10 Kasım’da 10 Hatim
Ölülerin dirilerden bekledikleri tek şey hayır dua ile anılmaları ve gelecek nesillere emanet ettikleri eserlerin çok iyi korunup, nesilden nesile itina ile intikal ettirilmesidir.
Bu inanç ve bilinçle, cennet vatanımızı bizlere emanet ve armağan eden büyüklerimizi minnet, mağfiret ve şükranla anarak ruhlarına rahmet dilemeyi ilke edinen YOYAV, yurdumuzun yücelmesine ve insanımızın ilerlemesine katkıda bulunup ebediyete intikal eden din ve devlet büyüklerini ölüm yıldönümlerinde, Kur’ân-ı Kerîm tilâveti ve hayırlı dua ile anmayı, insanî bir vazife ve islamî bir vecibe kabul etmektedir.
Bu cümleden olarak yurdumuzun kurtarıcısı ve Cumhuriyetimizin kurucusu olan Atatürk’ü yıllardır ölüm yıldönümü dolayısıyla 10 Kasım günlerinde ruhu için okuttuğu “10 Hatm-i Şerif” ile anmayı güzel bir gelenek hâline getirmiştir.
Bu yıl, 10 Kasım 2016 Perşembe günü saat 13.30’da YOYAV Kültür Merkezi’nde düzenlenen “10 Kasım’da 10 Hatim” programı, bazı vakıf mensupları ve davetlilerle Vakıftan burs alan öğrencilerin katılımıyla gerçekleştirildi.
Saygı duruşu ve Kur’ân-ı Kerîm tilâveti ile başlayan programda, okunan hatm-i şerîflerin duasını yapıp, sevabını Atatürk’ün ruhuna armağan ederek ruhunun şâd, mekânının cennet ve makamının yüce olması niyazında bulunan Dr. İbrahim Ateş, yaptığı kısa konuşmada şu cümlelere yer verdi:
“Kıymetli konuklar, değerli dostlar, sevgili öğrencilerimiz!
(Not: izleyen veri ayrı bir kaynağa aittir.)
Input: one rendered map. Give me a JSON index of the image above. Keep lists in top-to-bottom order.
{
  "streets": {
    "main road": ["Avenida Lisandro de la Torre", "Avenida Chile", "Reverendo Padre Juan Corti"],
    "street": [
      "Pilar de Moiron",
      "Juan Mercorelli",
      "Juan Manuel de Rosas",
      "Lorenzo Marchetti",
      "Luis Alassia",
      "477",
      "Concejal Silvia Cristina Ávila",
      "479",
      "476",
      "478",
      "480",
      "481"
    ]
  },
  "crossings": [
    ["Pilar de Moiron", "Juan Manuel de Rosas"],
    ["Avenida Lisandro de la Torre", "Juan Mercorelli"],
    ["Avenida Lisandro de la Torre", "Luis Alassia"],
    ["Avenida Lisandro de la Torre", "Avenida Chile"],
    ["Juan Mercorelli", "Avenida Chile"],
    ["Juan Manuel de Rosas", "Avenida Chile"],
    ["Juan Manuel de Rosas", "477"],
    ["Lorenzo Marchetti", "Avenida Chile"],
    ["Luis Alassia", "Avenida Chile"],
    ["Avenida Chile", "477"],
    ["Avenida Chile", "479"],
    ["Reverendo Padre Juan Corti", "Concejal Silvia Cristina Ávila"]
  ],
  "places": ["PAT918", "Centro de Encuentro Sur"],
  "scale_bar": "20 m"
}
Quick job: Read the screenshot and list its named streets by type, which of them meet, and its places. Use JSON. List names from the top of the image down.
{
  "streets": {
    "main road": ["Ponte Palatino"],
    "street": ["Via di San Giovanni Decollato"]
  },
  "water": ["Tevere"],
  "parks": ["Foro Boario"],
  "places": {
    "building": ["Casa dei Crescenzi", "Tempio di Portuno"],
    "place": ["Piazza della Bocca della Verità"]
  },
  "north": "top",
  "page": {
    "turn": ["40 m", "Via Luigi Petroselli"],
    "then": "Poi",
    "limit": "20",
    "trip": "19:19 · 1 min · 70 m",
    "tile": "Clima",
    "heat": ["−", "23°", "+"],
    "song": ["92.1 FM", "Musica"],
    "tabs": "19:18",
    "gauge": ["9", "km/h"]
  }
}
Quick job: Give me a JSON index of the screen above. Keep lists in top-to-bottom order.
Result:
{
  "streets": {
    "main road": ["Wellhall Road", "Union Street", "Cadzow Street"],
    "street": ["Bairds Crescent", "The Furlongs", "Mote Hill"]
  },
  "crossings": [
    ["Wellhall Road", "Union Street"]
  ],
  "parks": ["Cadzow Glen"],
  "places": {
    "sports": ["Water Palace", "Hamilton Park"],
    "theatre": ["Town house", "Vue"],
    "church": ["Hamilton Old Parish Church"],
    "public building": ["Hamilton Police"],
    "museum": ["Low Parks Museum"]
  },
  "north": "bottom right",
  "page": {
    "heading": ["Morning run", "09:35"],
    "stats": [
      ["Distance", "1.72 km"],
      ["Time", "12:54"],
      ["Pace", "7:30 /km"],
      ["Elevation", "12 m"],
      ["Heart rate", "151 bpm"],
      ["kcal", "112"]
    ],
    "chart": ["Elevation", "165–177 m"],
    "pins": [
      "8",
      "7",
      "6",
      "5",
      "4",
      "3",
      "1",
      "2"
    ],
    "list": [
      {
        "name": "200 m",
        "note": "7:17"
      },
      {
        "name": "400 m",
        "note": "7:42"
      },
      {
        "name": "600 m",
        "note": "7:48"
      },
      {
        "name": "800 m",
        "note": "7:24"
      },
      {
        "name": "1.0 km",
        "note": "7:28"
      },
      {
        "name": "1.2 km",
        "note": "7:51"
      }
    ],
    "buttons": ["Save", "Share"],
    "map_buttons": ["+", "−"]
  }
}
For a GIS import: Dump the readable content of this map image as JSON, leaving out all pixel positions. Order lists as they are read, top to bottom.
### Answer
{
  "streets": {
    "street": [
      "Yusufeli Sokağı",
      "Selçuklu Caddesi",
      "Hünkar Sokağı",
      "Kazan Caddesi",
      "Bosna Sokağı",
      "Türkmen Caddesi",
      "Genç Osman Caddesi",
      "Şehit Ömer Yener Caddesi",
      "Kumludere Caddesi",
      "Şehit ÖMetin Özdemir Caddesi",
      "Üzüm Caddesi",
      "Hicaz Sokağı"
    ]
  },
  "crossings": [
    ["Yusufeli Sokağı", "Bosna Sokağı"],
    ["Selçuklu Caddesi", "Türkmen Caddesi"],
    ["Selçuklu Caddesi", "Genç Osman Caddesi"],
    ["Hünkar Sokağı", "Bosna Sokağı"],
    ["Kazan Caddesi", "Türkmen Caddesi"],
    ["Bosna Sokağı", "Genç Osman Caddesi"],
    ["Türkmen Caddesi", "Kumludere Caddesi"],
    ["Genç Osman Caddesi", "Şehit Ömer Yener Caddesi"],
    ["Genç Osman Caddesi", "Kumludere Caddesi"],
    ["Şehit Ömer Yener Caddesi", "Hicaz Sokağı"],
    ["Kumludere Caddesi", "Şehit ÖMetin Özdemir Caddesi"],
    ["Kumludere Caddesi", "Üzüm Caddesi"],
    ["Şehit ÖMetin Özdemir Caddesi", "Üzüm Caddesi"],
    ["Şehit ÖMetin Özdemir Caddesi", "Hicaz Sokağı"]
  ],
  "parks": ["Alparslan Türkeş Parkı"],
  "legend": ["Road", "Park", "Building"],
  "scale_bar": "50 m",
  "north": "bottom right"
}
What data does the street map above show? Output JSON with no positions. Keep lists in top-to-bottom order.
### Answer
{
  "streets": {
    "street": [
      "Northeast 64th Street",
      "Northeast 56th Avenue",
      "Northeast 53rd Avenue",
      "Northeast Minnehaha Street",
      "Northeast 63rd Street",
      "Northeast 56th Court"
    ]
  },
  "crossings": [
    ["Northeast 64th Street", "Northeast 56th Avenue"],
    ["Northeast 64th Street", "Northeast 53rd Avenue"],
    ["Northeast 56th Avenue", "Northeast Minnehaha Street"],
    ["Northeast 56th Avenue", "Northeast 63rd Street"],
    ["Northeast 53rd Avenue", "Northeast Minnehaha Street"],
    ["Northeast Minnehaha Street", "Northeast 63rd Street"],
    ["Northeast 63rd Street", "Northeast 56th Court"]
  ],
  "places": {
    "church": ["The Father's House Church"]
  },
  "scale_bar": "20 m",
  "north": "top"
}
Üzerinde yaşadığımız cennet vatanımızı bizlere emanet ve armağan eden büyük önder Atatürk’ün ebediyete intikalinin 78. yıldönümü dolayısıyla düzenlediğimiz böylesine önemli ve anlamlı bir anma programına katılarak birlikte ruhuna rahmet dilememize vesîle olan güzîde heyetinizi gönülden ve samîmî duygularımızla selamlıyor, büyüklerine sevgi ve saygıda kusur etmeyen duyarlı ve dirayetli insanlardan olmamızı diliyorum.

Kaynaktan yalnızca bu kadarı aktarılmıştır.